The Pathological Denial of the Right

Many, many years ago, back when Ronald Reagan was primarily known as the host of Death Valley Days, I concluded that the essential difference between American liberals and conservatives was this: Liberals identified real-world problems and at least attempted to implement solutions, albeit solutions that didn’t always work. Conservatives tended to be in denial that many real-world problems were happening at all until it bit them on the ass personally, and since they tended to be a privileged lot that didn’t happen much. Racial discrimination was not a problem for them, for example, so (in their minds) it couldn’t possibly have been a real problem for anyone else, either. But if you had packed conservatives into a crowded theater and yelled “Communist!” they’d likely have trampled each other to death as they stampeded to the exits.

Of course, those long-ago days seem like the golden age of rationality compared to what we’ve got going on now.

Gail Collins points out that many of the states being hit by the real-world consequences of global climate change are governed by politicians in denial of global climate change. Collins notes that Louisiana is sinking into the Gulf at an alarming rate, and Gov. Jindal thinks climate change is just a “Trojan horse” full of nefarious liberal ideas that would destroy freedom. However, Jindal has come out against forest fires. Forest fires definitely are bad.

Another article in today’s NY Times begins,

In Louisiana, the most common way to visualize the state’s existential crisis is through the metaphor of football fields. The formulation, repeated in nearly every local newspaper article about the subject, goes like this: Each hour, Louisiana loses about a football field’s worth of land. Each day, the state loses nearly the accumulated acreage of every football stadium in the N.F.L. Were this rate of land loss applied to New York, Central Park would disappear in a month. Manhattan would vanish within a year and a half. The last of Brooklyn would dissolve four years later. New Yorkers would notice this kind of land loss. The world would notice this kind of land loss. But the hemorrhaging of Louisiana’s coastal wetlands has gone largely unremarked upon beyond state borders. This is surprising, because the wetlands, apart from their unique ecological significance and astounding beauty, buffer the impact of hurricanes that threaten not just New Orleans but also the port of South Louisiana, the nation’s largest; just under 10 percent of the country’s oil reserves; a quarter of its natural-gas supply; a fifth of its oil-refining capacity; and the gateway to its internal waterway system. The attenuation of Louisiana, like any environmental disaster carried beyond a certain point, is a national-security threat.

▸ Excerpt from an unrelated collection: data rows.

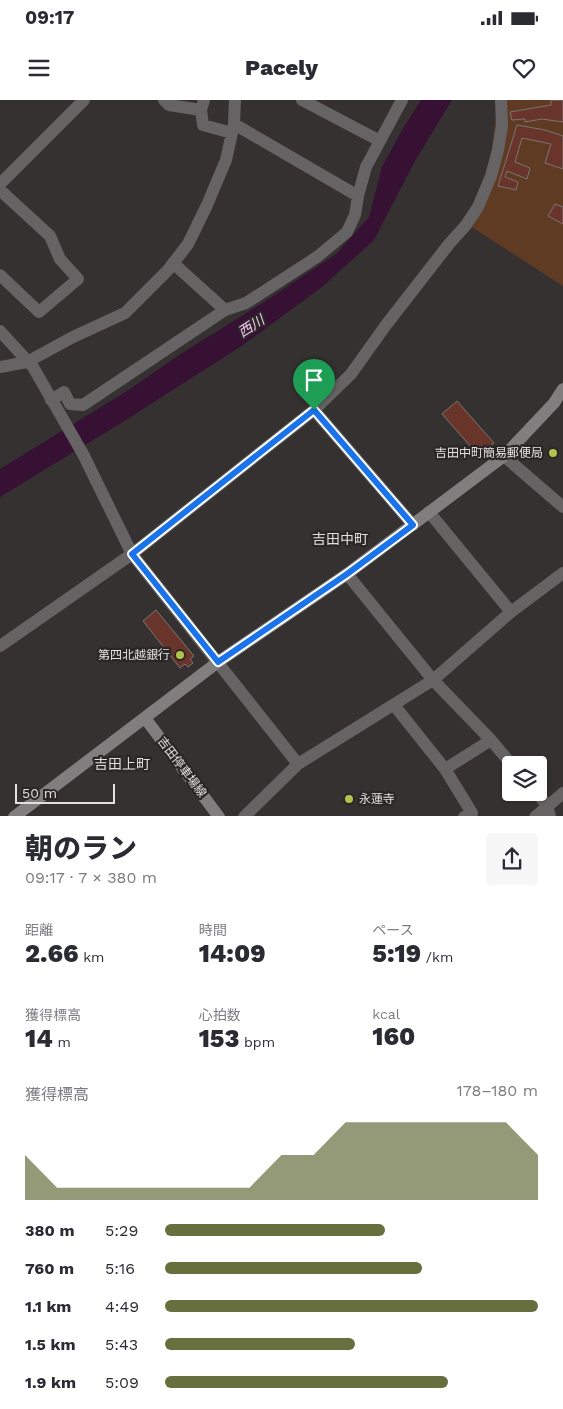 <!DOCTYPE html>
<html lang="ja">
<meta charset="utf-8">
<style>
body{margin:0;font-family:"Work Sans","Noto Sans JP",sans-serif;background:#f7f7f7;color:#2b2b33;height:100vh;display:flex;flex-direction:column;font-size:19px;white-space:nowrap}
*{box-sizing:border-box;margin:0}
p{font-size:16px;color:#7c7c81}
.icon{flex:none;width:28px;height:28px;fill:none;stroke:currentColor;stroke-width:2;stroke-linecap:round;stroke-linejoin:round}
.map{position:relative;height:716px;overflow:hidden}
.panel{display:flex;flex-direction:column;background:#fff;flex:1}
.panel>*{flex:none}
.fabs{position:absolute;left:502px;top:656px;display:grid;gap:10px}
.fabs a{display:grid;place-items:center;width:45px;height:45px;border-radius:5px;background:#fff;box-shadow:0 1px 4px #0004;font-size:25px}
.scale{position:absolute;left:15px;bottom:12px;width:100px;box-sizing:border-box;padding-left:5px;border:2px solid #e2dfdf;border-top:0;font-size:14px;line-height:18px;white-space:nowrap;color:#e2dfdf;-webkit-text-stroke:4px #2b2727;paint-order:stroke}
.pin{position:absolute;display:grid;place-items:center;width:42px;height:42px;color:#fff;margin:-51px -21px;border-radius:50% 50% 50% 0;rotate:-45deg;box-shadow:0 0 5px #0007}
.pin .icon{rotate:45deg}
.round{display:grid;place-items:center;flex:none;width:52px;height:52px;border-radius:5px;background:#f7f7f7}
.summary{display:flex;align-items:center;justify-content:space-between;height:85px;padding:0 25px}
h1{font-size:28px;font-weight:800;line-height:38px}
.metrics{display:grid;grid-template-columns:repeat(3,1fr);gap:8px;height:85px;padding:5px 25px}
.metrics div{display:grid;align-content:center}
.metrics b{font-size:25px;font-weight:800}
.metrics small{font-size:14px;font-weight:400}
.metrics p{font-size:14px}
.chart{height:140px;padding:10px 25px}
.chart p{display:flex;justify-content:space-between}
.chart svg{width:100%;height:90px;margin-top:5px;fill:#686f3e;opacity:.7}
ul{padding:0 25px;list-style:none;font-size:16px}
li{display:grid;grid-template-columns:80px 60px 1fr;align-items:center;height:38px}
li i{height:12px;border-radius:6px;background:#686f3e}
.status{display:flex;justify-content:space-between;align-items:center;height:35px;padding:0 25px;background:#fff;direction:ltr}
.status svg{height:14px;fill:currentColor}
header{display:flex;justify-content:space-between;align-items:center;height:65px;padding:0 25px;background:#fff;font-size:22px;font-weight:800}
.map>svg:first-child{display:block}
</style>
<div class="status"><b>09:17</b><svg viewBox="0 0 49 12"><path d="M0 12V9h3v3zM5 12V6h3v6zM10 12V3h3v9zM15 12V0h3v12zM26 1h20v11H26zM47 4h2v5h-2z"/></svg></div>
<header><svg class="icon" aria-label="menu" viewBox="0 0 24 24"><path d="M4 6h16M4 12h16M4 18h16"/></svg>Pacely<svg class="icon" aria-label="heart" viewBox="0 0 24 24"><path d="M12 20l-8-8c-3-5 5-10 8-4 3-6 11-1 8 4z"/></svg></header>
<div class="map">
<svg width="563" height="717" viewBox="0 0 563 717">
<rect width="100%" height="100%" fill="#363131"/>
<path fill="#5f3b23" d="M 498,0 L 563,0 L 563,186 L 470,126 L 485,102 Z"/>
<path fill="#361134" d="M 421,0 L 452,0 L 415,61 L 374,140 L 322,187 L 243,245 L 126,320 L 0,397 L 0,369 L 130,289 L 182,253 L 261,204 L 336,154 L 369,117 L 382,67 L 402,30 Z"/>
<path fill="#69352a" stroke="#7a7574" d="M 551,0 L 563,0 L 563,22 L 542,19 L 525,22 L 525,19 L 512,20 L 510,12 L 551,5 Z
M 517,25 L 545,30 L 563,36 L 563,69 L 545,63 L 551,44 L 522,38 L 515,62 L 530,68 L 527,79 L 507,71 L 505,77 L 518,82 L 516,90 L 498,86 Z
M 555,104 L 563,107 L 563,124 L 548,116 Z
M 457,301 L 494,343 L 479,356 L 442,314 Z
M 156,510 L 194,556 L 190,559 L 193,563 L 188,567 L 185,564 L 180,568 L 143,521 Z"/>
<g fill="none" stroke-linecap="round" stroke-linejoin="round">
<path stroke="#656364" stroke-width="12" d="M 164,0 L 169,5 L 201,10
M 204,0 L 201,10 L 203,25 L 232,33
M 302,0 L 380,41
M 234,24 L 358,96
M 0,84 L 84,0
M 0,90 L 50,136 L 60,159 L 78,179 L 39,212 L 0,175
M 173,163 L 225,210
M 0,231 L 33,267 L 83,354 L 132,454 L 298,664
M 0,267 L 27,262 L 73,237 L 125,213 L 168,170 L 188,144 L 207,105 L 226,60 L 234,24 L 235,0
M 51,300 L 64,292 L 70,304 L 83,305 L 225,210 L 246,203 L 317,157 L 347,132 L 355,115 L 358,96 L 366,67 L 402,0
M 314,310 L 413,425
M 429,412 L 511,512
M 347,474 L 433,580 L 491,640 L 512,665
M 0,546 L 132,454 L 314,310 L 351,274 L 386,225 L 449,144 L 466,125 L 478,107 L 491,76 L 498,50 L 502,26 L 501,0
M 394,605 L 445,669 L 472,713 L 464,717
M 445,669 L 491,640
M 536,692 L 547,705 L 550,717
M 244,717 L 298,664 L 433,580 L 511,512 L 563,473
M 535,717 L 563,693"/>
<path stroke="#656364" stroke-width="12" d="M 504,356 L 563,407"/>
<path stroke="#817e7f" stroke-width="12" d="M 145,618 L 219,717
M 14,717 L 218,562 L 347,474 L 504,356 L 554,303 L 563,289"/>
</g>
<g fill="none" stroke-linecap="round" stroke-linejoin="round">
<g stroke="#fff" stroke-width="10">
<path id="route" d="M 314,310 L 413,425 L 347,474 L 218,562 L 132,454 Z"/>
</g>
<use href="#route" stroke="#1a73e8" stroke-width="6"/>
</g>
<g fill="#b2c34c" stroke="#2b2727" stroke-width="2">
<circle cx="553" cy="353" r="5"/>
<circle cx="180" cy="555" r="5"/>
<circle cx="349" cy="699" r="5"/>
</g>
<g text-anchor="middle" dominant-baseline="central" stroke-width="4.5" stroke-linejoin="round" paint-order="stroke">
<g font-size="12" fill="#e2dfdf" stroke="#2b2727" text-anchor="end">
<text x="543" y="353">吉田中町簡易郵便局</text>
<text x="170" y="555">第四北越銀行</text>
<text x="359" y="699" text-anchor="start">永蓮寺</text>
</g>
<g font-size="12" fill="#e2dfdf" stroke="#2b2727">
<text transform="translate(182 667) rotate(53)">吉田停車場線</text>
</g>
<g font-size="14" font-style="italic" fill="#fbc6f5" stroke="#2b2727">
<text transform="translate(251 226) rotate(-33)">西川</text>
</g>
<g font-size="14" fill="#e3ddde" stroke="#2b2727">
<text x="340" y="439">吉田中町</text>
<text x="122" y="664">吉田上町</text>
</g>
</g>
</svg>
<div class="fabs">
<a><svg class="icon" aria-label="layers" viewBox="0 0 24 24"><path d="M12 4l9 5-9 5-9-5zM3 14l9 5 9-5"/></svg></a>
</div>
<div class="scale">50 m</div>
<div class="pin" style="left:314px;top:310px;background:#1e9e55"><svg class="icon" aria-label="arrive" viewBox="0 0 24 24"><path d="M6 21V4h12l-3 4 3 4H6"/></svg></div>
</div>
<section class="panel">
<div class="summary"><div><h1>朝のラン</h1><p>09:17 · 7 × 380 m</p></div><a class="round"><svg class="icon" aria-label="share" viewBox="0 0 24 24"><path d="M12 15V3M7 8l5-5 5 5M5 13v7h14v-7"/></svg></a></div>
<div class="metrics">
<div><p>距離</p><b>2.66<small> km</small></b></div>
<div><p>時間</p><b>14:09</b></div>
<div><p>ペース</p><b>5:19<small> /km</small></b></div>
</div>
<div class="metrics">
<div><p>獲得標高</p><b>14<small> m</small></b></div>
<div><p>心拍数</p><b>153<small> bpm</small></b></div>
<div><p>kcal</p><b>160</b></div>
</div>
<div class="chart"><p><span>獲得標高</span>178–180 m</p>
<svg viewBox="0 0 160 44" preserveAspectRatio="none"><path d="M0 44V22L10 38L20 38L30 38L40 38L50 38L60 38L70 38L80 22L90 22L100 6L110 6L120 6L130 6L140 6L150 6L160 22V44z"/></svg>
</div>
<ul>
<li><b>380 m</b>5:29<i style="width:59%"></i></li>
<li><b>760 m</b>5:16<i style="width:69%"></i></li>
<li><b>1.1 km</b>4:49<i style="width:100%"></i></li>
<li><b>1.5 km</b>5:43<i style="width:51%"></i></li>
<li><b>1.9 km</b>5:09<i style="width:76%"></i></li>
</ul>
</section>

Where does it go, this vanishing land? It sinks into the sea. The Gulf of Mexico is encroaching northward, while the marshes are deteriorating from within, starved by a lack of river sediment and poisoned by seawater. Since 2011, the National Oceanic and Atmospheric Administration has delisted more than 30 place names from Plaquemines Parish alone. English Bay, Bay Jacquin, Cyprien Bay, Skipjack Bay and Bay Crapaud have merged like soap bubbles into a single amorphous body of water. The lowest section of the Mississippi River Delta looks like a maple leaf that has been devoured down to its veins by insects. The sea is rising along the southeast coast of Louisiana faster than it is anywhere else in the world.

I confess, I hadn’t realized it was that bad. And Gov. Jindal’s response is to speak out against forest fires. One wonders (although not much) to what extent the petroleum industry in the Gulf influences his opinions.

Collins continues, “In Alaska, entire towns are beginning to disappear under the rising seas. Roads are buckling as the permafrost starts to melt.” And climate change is “causing the drains in Miami Beach to back up with saltwater, sending the ocean running down the streets.” The politicians in those states deny anything is happening being caused by man or about which anything can be done. And if pushed, they just say they are not scientists. Collins continues,

Florida is absolutely awash in backed-up ocean water and elected officials who are not scientists. Louisiana has a rapidly receding coastline and a governor who’s afraid of the energy industry. Alaska has drowning villages and a political establishment in denial.

Part of the problem is that climate change denial has become teabagger orthodoxy, and any Republican politician who so much as expresses willingness to consider the science is liable to be primaried. That, combined with energy industry money, pretty much guarantees that Republicans won’t admit there is a problem until they are drowning. And then they’ll blame Democrats for a shortage of lifebuoys.